Die Suche nach einer Antwort entlarvt sie als eine hohle Phrase.

Eine Negativdefinition ergibt sich aus der sprichwörtlich vergeblichen Suche nach dem Nürnberger Trichter. Nie kann einem Lernenden etwas einfach "eingetrichtert" werden, weil Lernen immer eine Aktivität, ein Handeln ist.

Diese Position wird auf der Startseite „Inhalte und Themen, Ziele und Lenkung des Lernens" vorgestellt und auf den Webseiten „Was ist Lernen" sowie „Lernen und die Arten des Lernens" vertiefend dargestellt. Unbeschadet des Erkenntniswertes, den die verschiedenen Lerntheorien der Pädagogischen Theorie besitzen, erweist sich dieses von Jean PIAGET gewonnene und von Hans AEBLI vermittelte Verständnis von Lernen für die Unterrichtspraxis als besonders hilfreich.
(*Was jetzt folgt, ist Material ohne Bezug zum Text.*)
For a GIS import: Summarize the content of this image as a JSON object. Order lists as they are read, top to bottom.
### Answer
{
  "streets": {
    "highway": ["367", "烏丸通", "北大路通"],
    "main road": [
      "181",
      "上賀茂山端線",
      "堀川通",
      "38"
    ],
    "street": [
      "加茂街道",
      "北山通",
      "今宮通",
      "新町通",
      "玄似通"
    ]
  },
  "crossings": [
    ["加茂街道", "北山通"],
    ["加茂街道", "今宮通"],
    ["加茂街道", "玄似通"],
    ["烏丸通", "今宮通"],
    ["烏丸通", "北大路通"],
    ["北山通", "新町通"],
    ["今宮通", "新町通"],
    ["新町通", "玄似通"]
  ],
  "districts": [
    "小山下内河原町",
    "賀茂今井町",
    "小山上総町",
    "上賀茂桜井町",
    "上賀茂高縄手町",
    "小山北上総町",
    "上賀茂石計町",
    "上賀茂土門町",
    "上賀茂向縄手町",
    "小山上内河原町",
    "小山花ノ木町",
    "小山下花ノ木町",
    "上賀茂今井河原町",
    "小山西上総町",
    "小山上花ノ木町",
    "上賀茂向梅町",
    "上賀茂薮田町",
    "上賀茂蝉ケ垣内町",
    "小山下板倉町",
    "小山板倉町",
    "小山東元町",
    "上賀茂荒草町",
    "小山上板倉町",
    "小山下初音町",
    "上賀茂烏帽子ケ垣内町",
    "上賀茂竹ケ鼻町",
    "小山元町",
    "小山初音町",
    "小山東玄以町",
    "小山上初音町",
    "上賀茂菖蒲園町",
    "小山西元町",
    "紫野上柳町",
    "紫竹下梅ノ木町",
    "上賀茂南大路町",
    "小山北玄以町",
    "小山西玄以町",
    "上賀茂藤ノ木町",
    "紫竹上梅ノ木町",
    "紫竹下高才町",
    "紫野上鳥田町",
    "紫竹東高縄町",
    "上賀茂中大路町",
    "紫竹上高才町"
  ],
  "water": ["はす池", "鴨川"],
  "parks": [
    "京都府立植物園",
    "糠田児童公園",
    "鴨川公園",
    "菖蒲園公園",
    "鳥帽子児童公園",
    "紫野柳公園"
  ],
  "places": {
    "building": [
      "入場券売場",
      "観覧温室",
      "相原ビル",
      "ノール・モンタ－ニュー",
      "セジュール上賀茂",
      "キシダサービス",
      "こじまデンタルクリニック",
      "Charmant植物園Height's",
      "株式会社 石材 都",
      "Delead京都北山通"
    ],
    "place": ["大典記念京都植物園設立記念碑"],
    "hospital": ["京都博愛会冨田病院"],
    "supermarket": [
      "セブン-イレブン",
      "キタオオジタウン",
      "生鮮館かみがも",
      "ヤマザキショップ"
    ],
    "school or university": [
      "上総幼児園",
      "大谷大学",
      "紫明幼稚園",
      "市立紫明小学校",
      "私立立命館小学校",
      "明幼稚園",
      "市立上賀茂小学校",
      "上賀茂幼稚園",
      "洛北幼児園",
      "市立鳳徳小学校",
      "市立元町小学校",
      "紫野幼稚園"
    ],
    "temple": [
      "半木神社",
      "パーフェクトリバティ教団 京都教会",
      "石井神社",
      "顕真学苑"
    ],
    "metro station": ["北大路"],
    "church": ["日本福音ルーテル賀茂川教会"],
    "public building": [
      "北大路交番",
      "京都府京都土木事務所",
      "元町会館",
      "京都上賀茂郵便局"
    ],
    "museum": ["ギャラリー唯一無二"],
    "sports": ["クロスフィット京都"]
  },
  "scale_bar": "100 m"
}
Auf den Webseiten Natürliche Grundlagen des Lernens" sowie Nutzanwendungen für den Unterricht" finden weiterführende und und vertiefende Informationen zu einem aktiven, konstruktivistischen Verständnis des Lernens.

2.0 Folgerungen für die Anleitung schulischen Lernens

Die zentrale Aufgabe der Lenkung von Lernprozessen lässt sich auf folgende knappe Formel bringen (vgl. dazu vor allem die Webseite „Lenkung des Unterrichts":

Der Lehrende leitet aus einem ihm bekannten Ergebnis eines Erkenntnisaktes eine Möglichkeit ab, den Lernenden zur eigenen geistigen Aneignung dieser Erkenntnis zu veranlassen.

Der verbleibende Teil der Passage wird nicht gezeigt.